$ x > y \implies -x < -y$, why?

Question

Following property, perhaps, is something that everyone learns in introductory math courses:

If $x > y$ then $-x < -y$.

While it may seem obvious, but well, why exactly is it true?

In other words, suppose someone asserts $\exists x \exists y(x> y \land -x ≥ -y)$, how do you disprove it?

Answer 1

To disprove the hypothetical assertion, I would add $x+y$ to both sides of the inequality $-x\ge-y,$ to obtain $y\ge x,$ contradicting $x>y.$ A similar approach lets you prove $-x<-y$ rigorously from $x>y.$

As for the intuition behind it, $x>y$ means that $x$ is to the right of $y$ on the number line (under the convention of increasing from left to right). $-x$ is the number on the number line that is the same distance from $0$ as $x$ is, but on the opposite side; likewise with $-y.$ Put another way, we can consider $-x$ and $-y$ to be the reflections of $x$ and $y$ (respectively) across $0.$ This reflection reverses the orientations, so that $-x$ is to the left of $-y,$ meaning $-x<-y.$

Answer 2

I would add $-x-y$ to both sides of $x >y$ to get $-y >-x$ which is equivalent to $-x <-y$.

Answer 3

Note: $(-x),(-y)$ are the additive inverses of x,y resp., i.e.
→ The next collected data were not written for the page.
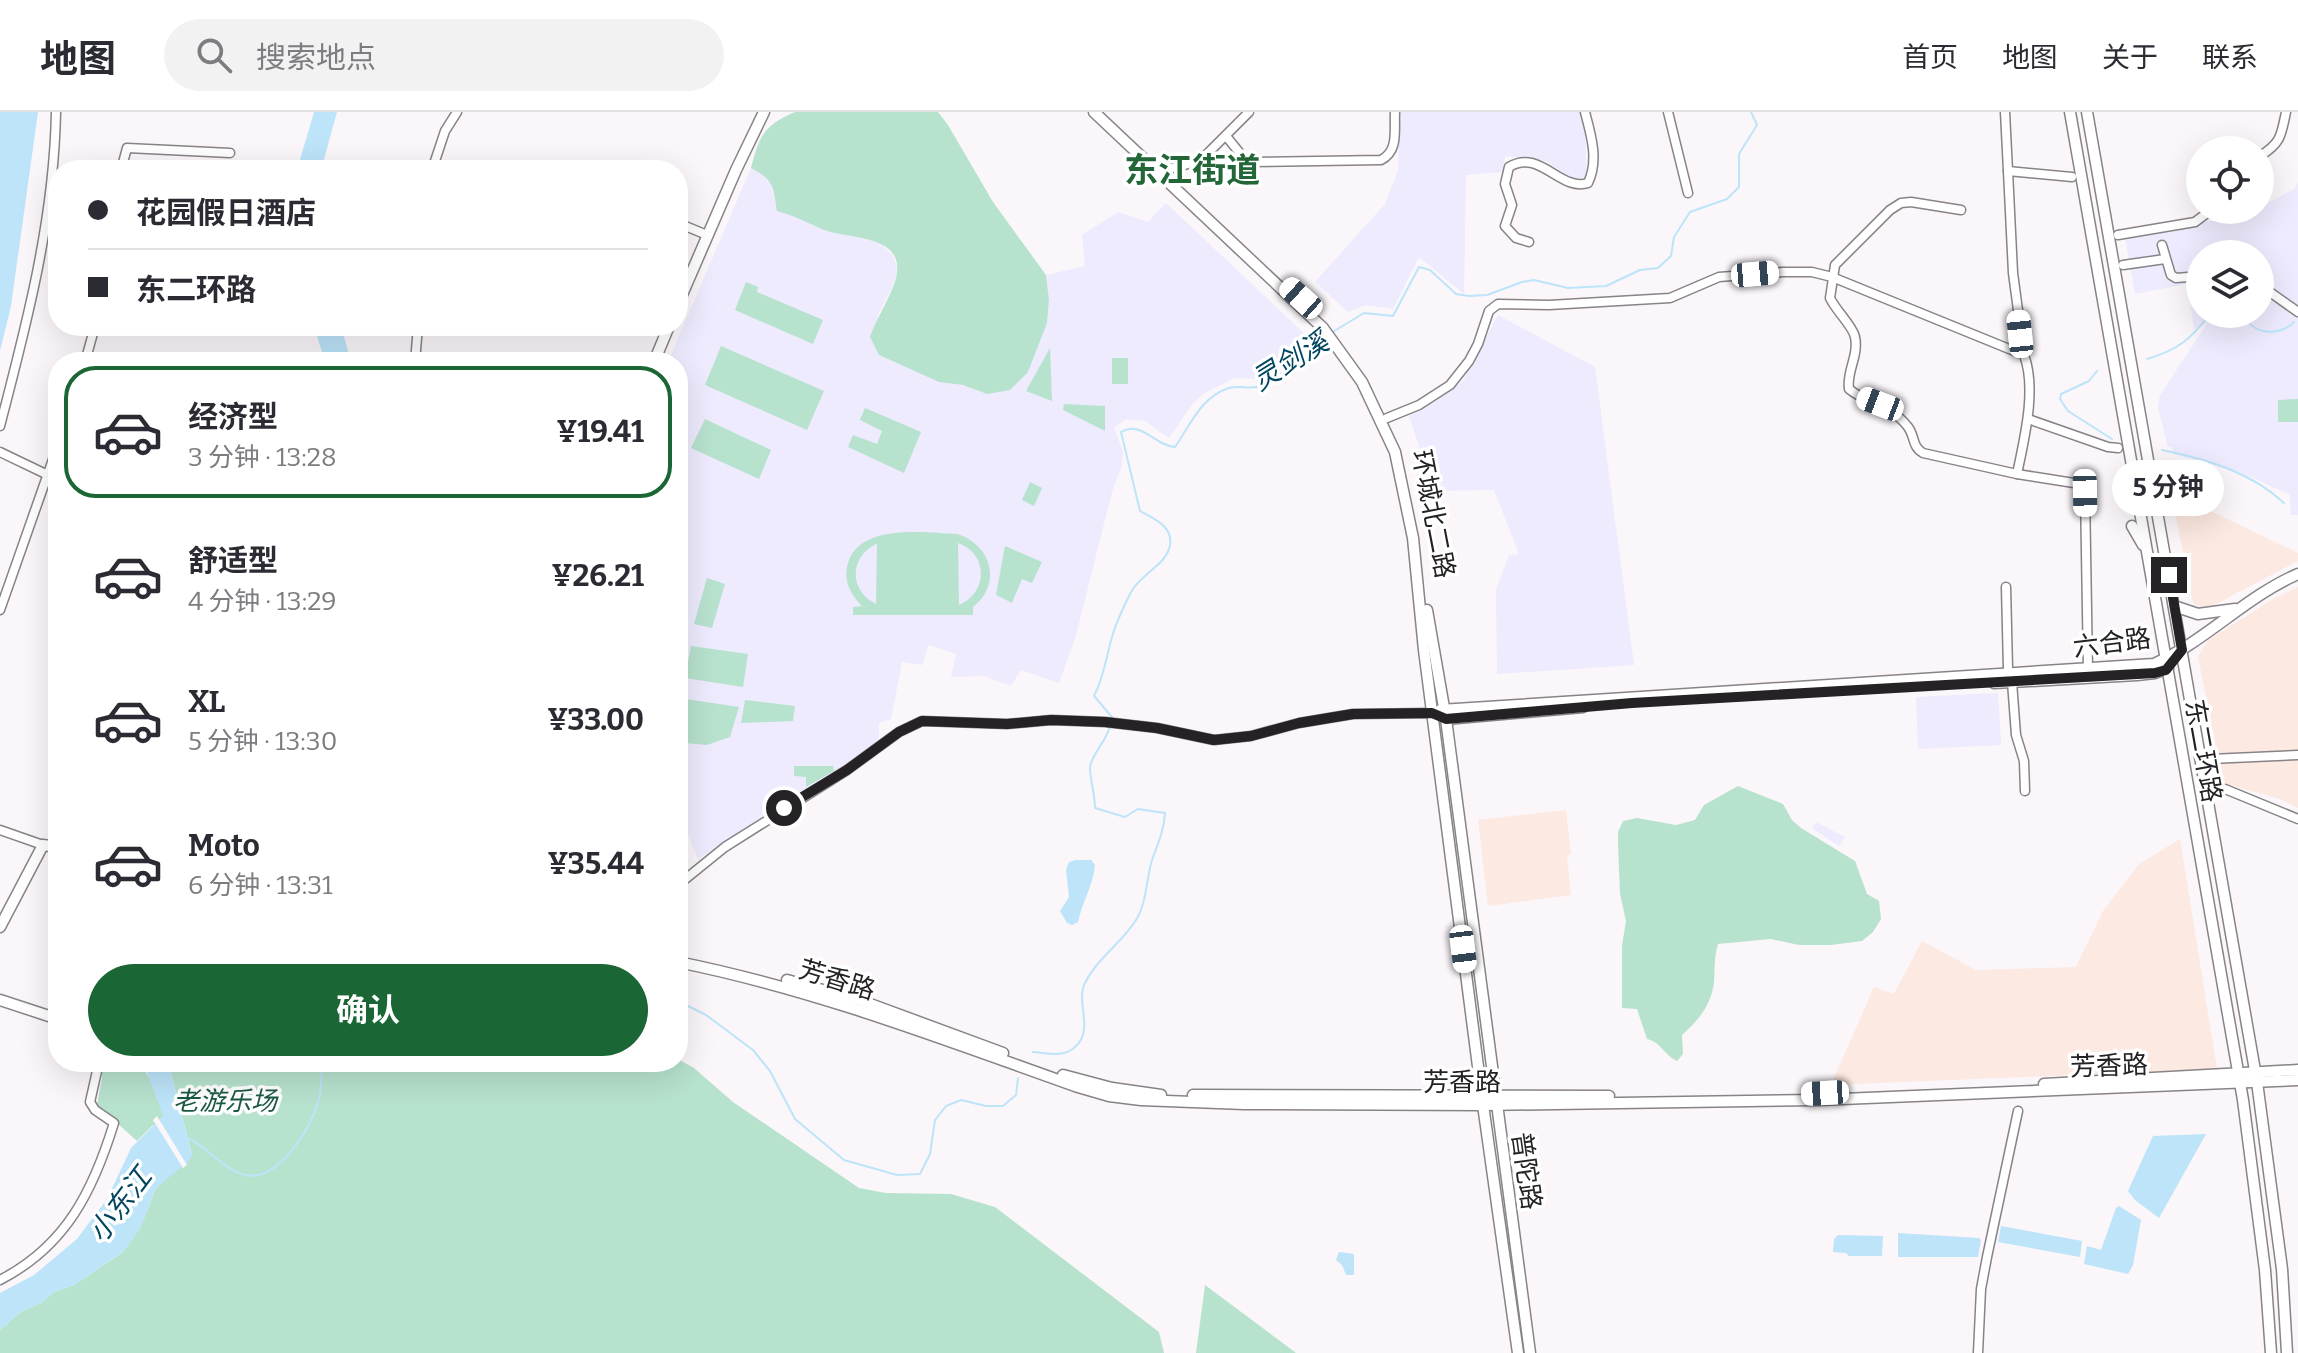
<!DOCTYPE html>
<html lang="zh">
<meta charset="utf-8">
<style>
body{margin:0;font-family:Bitter,"Noto Sans SC",serif;background:#f2f2f3;color:#2b2b33;height:100vh;display:flex;flex-direction:column;font-size:30px;white-space:nowrap}
*{box-sizing:border-box;margin:0}
p{font-size:26px;color:#7c7c81}
.icon{flex:none;width:44px;height:44px;fill:none;stroke:currentColor;stroke-width:2;stroke-linecap:round;stroke-linejoin:round}
.map{position:relative;flex:1;overflow:hidden}
.side{position:absolute;left:48px;top:240px;width:640px;height:720px;display:flex;flex-direction:column;background:#fff;border-radius:32px;box-shadow:0 8px 32px #0002}
.side>*{flex:none}
.top-card{position:absolute;left:48px;top:48px;width:640px;height:176px;border-radius:32px;box-shadow:0 8px 32px #0002;display:grid;align-content:center;height:176px;padding:0 40px;background:#fff}
.buttons{position:absolute;left:2186px;top:24px;display:grid;gap:16px}
.buttons a{display:grid;place-items:center;width:88px;height:88px;border-radius:50%;background:#fff;box-shadow:0 8px 32px #0002;font-size:40px}
.end{position:absolute;width:36px;height:36px;margin:-18px;border:10px solid #242224;background:#fff;box-shadow:0 0 0 4px #fff}
.from{border-radius:50%}
.bubble{position:absolute;height:56px;border-radius:28px;background:#fff;box-shadow:0 8px 32px #0002;font-size:26px;font-weight:700;line-height:56px;text-align:center}
.car{position:absolute;width:24px;height:48px;margin:-24px -12px;border-radius:10px;box-shadow:0 0 6px 2px #0007;background:linear-gradient(#fff 24%,#345 0 40%,#fff 0 76%,#345 0 86%,#fff 0)}
.top-card b{display:flex;align-items:center;gap:28px;height:76px;font-size:30px}
.top-card b+b{border-top:2px solid #e1e1e2}
.top-card i{width:20px;height:20px;background:#2b2b33}
ul{padding:14px 0 0;list-style:none}
li{display:flex;align-items:center;gap:24px;height:132px;margin:0 16px 12px;padding:0 24px;border:4px solid transparent;border-radius:32px}
li div{flex:1}
li b{display:block;font-size:30px}
li em{font-style:normal;font-weight:700}
li.on{border-color:#1a6634}
li>.icon{width:72px;height:72px;stroke-width:1.5}
.action{display:flex;gap:16px;margin-top:auto;padding:16px 40px}
.action a{flex:1;height:92px;border-radius:48px;background:#1a6634;color:#fff;font-size:32px;font-weight:700;line-height:92px;text-align:center}
header{display:flex;align-items:center;gap:48px;box-sizing:border-box;height:112px;padding:0 40px;background:#fff;border-bottom:2px solid #e1e1e2}
header strong{font-size:38px}
nav{display:flex;gap:44px;margin-inline-start:auto;font-size:28px}
.search{width:560px;height:72px;background:#f2f2f3;display:flex;align-items:center;gap:20px;box-sizing:border-box;padding:0 28px;border-radius:44px;color:#7c7c81;font-size:30px}
.map>svg:first-child{display:block}
.commercial{fill:#fce9e1}
.education{fill:#edebfd;fill-rule:evenodd}
.green{fill:#b7e2ce;fill-rule:evenodd}
.water{fill:#bde4f9}
.pier{fill:#faf6fa}
.lines{fill:none;stroke-linecap:round;stroke-linejoin:round}
.stream{stroke:#bde4f9;stroke-width:2}
.minor-casing{stroke:#878387;stroke-width:11}
.major-casing{stroke:#878387;stroke-width:13}
.minor{stroke:#fff;stroke-width:8}
.major{stroke:#fff;stroke-width:10}
.route{stroke:#242224;stroke-width:10}
.labels{text-anchor:middle;dominant-baseline:central;stroke-width:7;stroke-linejoin:round;paint-order:stroke}
.street-label{font-size:26px;fill:#242224;stroke:#fff}
.park-label{font-size:26px;font-style:italic;fill:#1b5942;stroke:#fff}
.water-label{font-size:28px;font-style:italic;fill:#01455f;stroke:#fff}
.district-label{font-size:34px;font-weight:bold;fill:#236638;stroke:#fff}
</style>
<header>
<strong>地图</strong>
<div class="search"><svg class="icon" aria-label="search" viewBox="0 0 24 24"><circle cx="10" cy="10" r="6"/><path d="M15 15l6 6"/></svg>搜索地点</div>
<nav><a>首页</a><a>地图</a><a>关于</a><a>联系</a></nav>
</header>
<div class="map">
<svg width="2298" height="1241" viewBox="0 0 2298 1241">
<rect width="100%" height="100%" fill="#faf6fa"/>
<g class="commercial">
<path d="M2196 392 2298 441V449L2212 494 2202 496 2193 491 2175 400 2191 397Z"/>
<path d="M2298 475V696L2280 687 2223 671 2198 545 2208 528 2275 486Z"/>
<path d="M1566 698 1571 742 1567 744 1571 783 1488 794 1478 708Z"/>
<path d="M2180 727 2217 957 1831 973 1874 875 1894 882 1922 829 1976 858 2076 855 2103 799 2139 752Z"/>
</g>
<g class="education">
<path d="M1400 0H1581L1585 22 1587 65 1572 67 1546 49 1505 44 1503 60 1466 63 1464 182 1419 145 1393 197 1365 193 1348 200 1315 170 1385 92 1398 59Z"/>
<path d="M751 56 769 65 778 99 798 105 826 119 877 127 893 144 898 159 890 180 878 203 879 243 939 270 963 273 987 282 1028 260 1047 211 1049 188 1046 163 1085 154 1082 123 1118 100 1148 110 1166 91 1310 227 1260 267 1235 266 1205 281 1194 290 1169 326 1145 309 1126 307 1114 316 1123 340 1122 353 1112 380 1076 523 1059 571 1021 558 1011 574 984 564 951 565 956 542 929 533 922 553 902 550 891 607 879 611V628L823 668 698 747 678 698V250H668Z"/>
<path d="M2298 71V403H2291L2290 383 2242 361 2174 342 2172 335H2168L2158 295 2160 283 2208 210 2194 218 2188 172 2135 182 2125 125 2222 107V102L2260 98V95L2294 77ZM2200 142H2260V202H2200Z"/>
<path d="M1498 203 1595 255 1634 553 1497 562 1496 477 1509 443 1519 442 1494 378 1429 379 1421 340 1409 304 1434 290 1463 269Z"/>
<path d="M1998 581 2001 633 1918 637 1916 585Z"/>
<path d="M1816 710 1845 725 1839 734 1812 716Z"/>
</g>
<g class="green">
<path d="M795 0H938L948 13 993 90 1046 163 1049 188 1047 211 1028 260 1010 278 987 282 963 273 939 270 879 243 870 225C877 205 894 180 897 161 902 122 847 127 824 118 808 111 795 104 777 99 773 74 774 68 751 56 759 24 764 13 795 0Z"/>
<path d="M746 170 758 175 757 180 823 208 813 232 735 198Z"/>
<path d="M721 234 824 279 807 318 705 273Z"/>
<path d="M1050 236 1052 289 1026 279Z"/>
<rect x="1112" y="246" width="16" height="26"/>
<path d="M2298 287V310H2278V288Z"/>
<path d="M1064 292 1105 294V319L1063 298Z"/>
<path d="M865 296 921 320 904 361 848 335 853 323 877 332 882 319 860 308Z"/>
<path d="M705 307 771 338 759 367 691 336Z"/>
<path d="M1030 370 1042 376 1034 394 1022 388Z"/>
<path d="M957 422C991 432 1003 472 973 495V503H853V495L862 494C851 483 844 470 847 455 855 411 923 420 957 422ZM958 431C989 442 988 481 959 493ZM876 432H877L876 492C849 479 849 445 876 432Z"/>
<path d="M1005 434 1042 450 1032 471 1022 467 1012 491 996 483Z"/>
<path d="M707 466 725 472 712 516 694 512Z"/>
<path d="M691 534 748 542 743 575 685 566Z"/>
<path d="M679 586 739 595 730 625 707 633 685 631 678 620Z"/>
<path d="M745 588 795 594 793 609 741 611Z"/>
<path d="M794 654H833L834 659 806 675V665L794 664Z"/>
<path d="M1738 674 1783 692 1792 708 1801 716 1855 749 1867 782 1879 789 1881 807 1873 820 1862 829 1831 833H1799L1771 827 1718 832C1714 845 1715 856 1714 870 1712 892 1698 909 1682 923L1683 942 1677 949C1664 943 1661 930 1647 927L1637 897 1622 896V834L1626 809 1620 782 1618 733V720L1623 709 1637 706 1676 713 1695 708 1704 693Z"/>
<path d="M678 947 694 956 733 990 859 1076 886 1081 951 1082 995 1095 1159 1220 1164 1241H0V1218L22 1199 41 1191 54 1180 74 1173 123 1140 140 1116 156 1076 177 1056 153 1013 137 1029 97 993 102 966V950H143L145 959 192 1043 168 950H678Z"/>
<path d="M1205 1173 1296 1241H1196Z"/>
</g>
<g class="water">
<path d="M0 0H38L11 194 0 239Z"/>
<path d="M314 0H337L321 58H297Z"/>
<path d="M314 214H341L351 250H325Z"/>
<path d="M1076 748H1091L1095 753C1093 774 1082 790 1078 810L1072 813 1067 811 1060 799 1069 785 1066 758 1069 750Z"/>
<path d="M143 950H168L192 1044 188 1050 156 1076 140 1116 124 1139 74 1173 54 1180 41 1191 22 1199 0 1218V1181L34 1163 77 1127 107 1087 131 1036 163 1004Z"/>
<path d="M2206 1022 2159 1106 2135 1088 2128 1079 2153 1024Z"/>
<path d="M2119 1094 2141 1108 2133 1153 2128 1162 2084 1152 2087 1134 2101 1138 2116 1096Z"/>
<path d="M2001 1114 2082 1129 2080 1145 1998 1130Z"/>
<path d="M1898 1121 1979 1126 1981 1128 1978 1145H1898Z"/>
<path d="M1838 1123 1883 1124 1882 1144H1849L1846 1141 1833 1140 1834 1127Z"/>
<path d="M1339 1140 1354 1142V1163H1346L1342 1153 1336 1148Z"/>
</g>
<path class="pier" d="M157 1004 187 1053 183 1056 153 1008Z"/>
<g class="lines">
<g class="stream">
<path d="M2244 202C2251 223 2280 225 2294 210"/>
<path d="M1331 221 1364 201 1393 204 1419 155 1430 158 1456 182 1469 184 1487 183 1522 170 1534 168 1568 176 1606 174 1640 158 1658 156 1671 144 1674 125 1690 100 1727 87 1739 75V42L1757 13 1751 0"/>
<path d="M2147 247C2178 238 2191 227 2210 202"/>
<path d="M2097 259 2089 269 2061 282 2060 287 2068 299 2112 327"/>
<path d="M2162 338C2206 347 2251 360 2284 391"/>
<path d="M1112 608V605L1094 584C1104 565 1106 546 1112 525 1116 510 1124 494 1131 480 1140 462 1167 453 1170 433 1173 414 1154 407 1140 399L1121 320C1142 308 1155 334 1175 335 1191 312 1201 285 1229 276 1240 273 1251 278 1260 274 1279 268 1309 238 1326 225"/>
<path d="M678 889 706 903 753 938 770 959 795 1007 844 1048 897 1063 920 1062 930 1042 935 1008 946 994 961 988 986 994H1003L1016 983 1018 966"/>
<path d="M1033 940C1048 941 1063 946 1075 935 1095 918 1075 890 1085 871 1097 846 1122 831 1136 808 1147 790 1146 768 1152 748 1158 731 1164 719 1165 701L1138 697 1125 705 1095 696C1095 682 1090 668 1090 656 1090 644 1107 629 1110 614"/>
<path d="M186 1025C207 1034 220 1055 242 1062 277 1074 312 1015 319 987 322 975 321 962 322 950"/>
</g>
<defs>
<g id="minor">
<path d="M1668 0 1688 81"/>
<path d="M2005 0 2008 59"/>
<path d="M1226 24 1247 50 1381 48C1399 39 1394 18 1395 0"/>
<path d="M2260 44C2281 31 2281 24 2286 0"/>
<path d="M121 58 127 36 230 41"/>
<path d="M432 58 445 19 457 0"/>
<path d="M1161 62 1165 58 1200 49 1249 0"/>
<path d="M1961 98 1911 90 1901 91 1890 98 1835 153 1830 186C1836 199 1853 214 1855 225 1859 244 1846 260 1849 277 1867 292 1893 294 1908 315 1915 324 1912 335 1923 341L2017 362 2074 371 2082 375 2085 381 2088 557"/>
<path d="M678 111 707 123"/>
<path d="M2118 123 2195 110 2211 98"/>
<path d="M1529 130 1516 126 1505 114 1512 93 1505 72 1509 55C1540 36 1560 80 1588 71 1599 48 1591 23 1585 0"/>
<path d="M2162 133 2171 163 2176 166 2200 164"/>
<path d="M2123 153 2165 147"/>
<path d="M2260 173 2298 200"/>
<path d="M2024 243 2013 161 2008 59 2072 65"/>
<path d="M85 250 95 214"/>
<path d="M415 250 418 214"/>
<path d="M1387 306 1419 293 1450 273 1469 249 1478 232 1489 199 1498 192 1549 193 1670 186 1719 165 1783 160H1812L1832 165 2024 243C2037 277 2024 328 2017 362"/>
<path d="M2028 307 2108 335 2118 336"/>
<path d="M0 314C27 211 54 107 56 0"/>
<path d="M0 340 48 363"/>
<path d="M2006 475 2008 557 2012 570 2016 623 2024 649 2025 679"/>
<path d="M0 498 58 333"/>
<path d="M2210 647 2298 643"/>
<path d="M2205 678 2215 680 2225 677 2298 707"/>
<path d="M0 718 43 733"/>
<path d="M678 773 725 735 847 658 899 620 922 609 1007 612 1051 608 1105 610 1157 616 1214 628 1251 624 1299 611 1353 602 1432 601"/>
<path d="M0 1168C66 1134 93 1079 114 1011L95 998 90 990 99 950"/>
<path d="M1978 1241 1981 1177 1987 1145 2018 999"/>
</g>
<g id="major">
<path d="M1094 0 1323 216 1362 270 1395 340 1413 426 1424 538 1483 993 1518 1241"/>
<path d="M2070 0 2243 988 2265 1158 2271 1241"/>
<path d="M2087 0 2257 970 2282 1157 2287 1241"/>
<path d="M678 192 736 58 764 0"/>
<path d="M654 250 669 214"/>
<path d="M2159 392 2162 372"/>
<path d="M2132 414 2143 433"/>
<path d="M2174 494 2198 502 2235 497"/>
<path d="M1427 498 1446 607 1530 1241"/>
<path d="M1994 571 2137 563 2155 561 2168 556"/>
<path d="M1440 598 2154 552C2206 529 2245 485 2298 462"/>
<path d="M1440 604 1446 607 1583 595"/>
<path d="M0 815 43 733 58 735"/>
<path d="M678 850C817 878 945 928 1078 975L1109 984 1141 988 1244 992 1483 993 1818 988 2298 968"/>
<path d="M787 868 862 889 1003 941"/>
<path d="M0 888 58 907"/>
<path d="M1063 963 1112 976 1161 983"/>
<path d="M2044 972 2298 958"/>
<path d="M1193 983 1609 984"/>
</g>
</defs>
<use href="#minor" class="minor-casing"/>
<use href="#major" class="major-casing"/>
<use href="#minor" class="minor"/>
<use href="#major" class="major"/>
</g>
<g class="lines">
<path class="route" d="M784 696 847 658 899 620 922 609 1007 612 1051 608 1105 610 1157 616 1214 628 1251 624 1299 611 1353 602 1432 601 1446 607 1632 591 2155 561 2166 558 2182 538 2169 463"/>
</g>
<g class="labels">
<g class="street-label">
<text transform="translate(1433 402) rotate(79)">环城北二路</text>
<text transform="translate(2112 531) rotate(-7)">六合路</text>
<text transform="translate(2203 639) rotate(80)">东二环路</text>
<text transform="translate(837 868) rotate(17)">芳香路</text>
<text transform="translate(2109 954) rotate(-2)">芳香路</text>
<text x="1462" y="970">芳香路</text>
<text transform="translate(1526 1059) rotate(82)">普陀路</text>
</g>
<g class="park-label">
<text x="225" y="989">老游乐场</text>
</g>
<g class="water-label">
<text transform="translate(1290 249) rotate(-32)">灵剑溪</text>
<text transform="translate(120 1093) rotate(-53)">小东江</text>
</g>
<g class="district-label">
<text x="1192" y="58">东江街道</text>
</g>
</g>
</svg>
<div class="buttons">
<a><svg class="icon" aria-label="locate" viewBox="0 0 24 24"><circle cx="12" cy="12" r="6"/><path d="M12 2v4M12 18v4M2 12h4M18 12h4"/></svg></a>
<a><svg class="icon" aria-label="layers" viewBox="0 0 24 24"><path d="M12 4l9 5-9 5-9-5zM3 14l9 5 9-5"/></svg></a>
</div>
<i class="end from" style="left:784px;top:696px"></i>
<i class="end" style="left:2169px;top:463px"></i>
<div class="bubble" style="left:2112px;top:348px;width:112px">5 分钟</div>
<i class="car" style="left:1755px;top:162px;rotate:85deg"></i>
<i class="car" style="left:1301px;top:186px;rotate:312deg"></i>
<i class="car" style="left:2020px;top:222px;rotate:354deg"></i>
<i class="car" style="left:1880px;top:292px;rotate:291deg"></i>
<i class="car" style="left:2085px;top:381px;rotate:179deg"></i>
<i class="car" style="left:1463px;top:837px;rotate:173deg"></i>
<i class="car" style="left:1825px;top:981px;rotate:267deg"></i>
<div class="top-card">
<b><i class="from"></i>花园假日酒店</b>
<b><i></i>东二环路</b>
</div>
<section class="side">
<ul>
<li class="on"><svg class="icon" aria-label="car" viewBox="0 0 24 24"><path d="M5 17H2v-5l4-1 3-4h7l3 4 3 1v5h-3M9 17h6M6 11h13"/><circle cx="7" cy="17" r="2"/><circle cx="17" cy="17" r="2"/></svg><div><b>经济型</b><p>3 分钟 · 13:28</p></div><em>¥19.41</em></li>
<li><svg class="icon" aria-label="car" viewBox="0 0 24 24"><path d="M5 17H2v-5l4-1 3-4h7l3 4 3 1v5h-3M9 17h6M6 11h13"/><circle cx="7" cy="17" r="2"/><circle cx="17" cy="17" r="2"/></svg><div><b>舒适型</b><p>4 分钟 · 13:29</p></div><em>¥26.21</em></li>
<li><svg class="icon" aria-label="car" viewBox="0 0 24 24"><path d="M5 17H2v-5l4-1 3-4h7l3 4 3 1v5h-3M9 17h6M6 11h13"/><circle cx="7" cy="17" r="2"/><circle cx="17" cy="17" r="2"/></svg><div><b>XL</b><p>5 分钟 · 13:30</p></div><em>¥33.00</em></li>
<li><svg class="icon" aria-label="car" viewBox="0 0 24 24"><path d="M5 17H2v-5l4-1 3-4h7l3 4 3 1v5h-3M9 17h6M6 11h13"/><circle cx="7" cy="17" r="2"/><circle cx="17" cy="17" r="2"/></svg><div><b>Moto</b><p>6 分钟 · 13:31</p></div><em>¥35.44</em></li>
</ul>
<div class="action"><a>确认</a></div>
</section>
</div>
$(-x)+x=0$; and $(-y)+y=0$.

Translational invariance:

$(-x)+x >(-x)+y;$

$0>(-x)+y$;

Translational invariance::

$0+(-y) >((-x)+y)+(-y);$

$(-y) >(-x)+ (y+(-y))$;(associativity)

$ (-y) > (-x) +0=(-x);$

Answer 4

Recall that $x>y$ means that $$ x-y>0. $$ But then $$ -(x-y)=y-x=(-x)-(-y)<0, $$ i.e. $-y>-x$.

Answer 5

See $3 >2$ but $-3 <-2$ when you multiply or divide an inequation by a negative quantity the sign of the inequation changes. If the multiplying quantity is positive the sign of inequation does not change.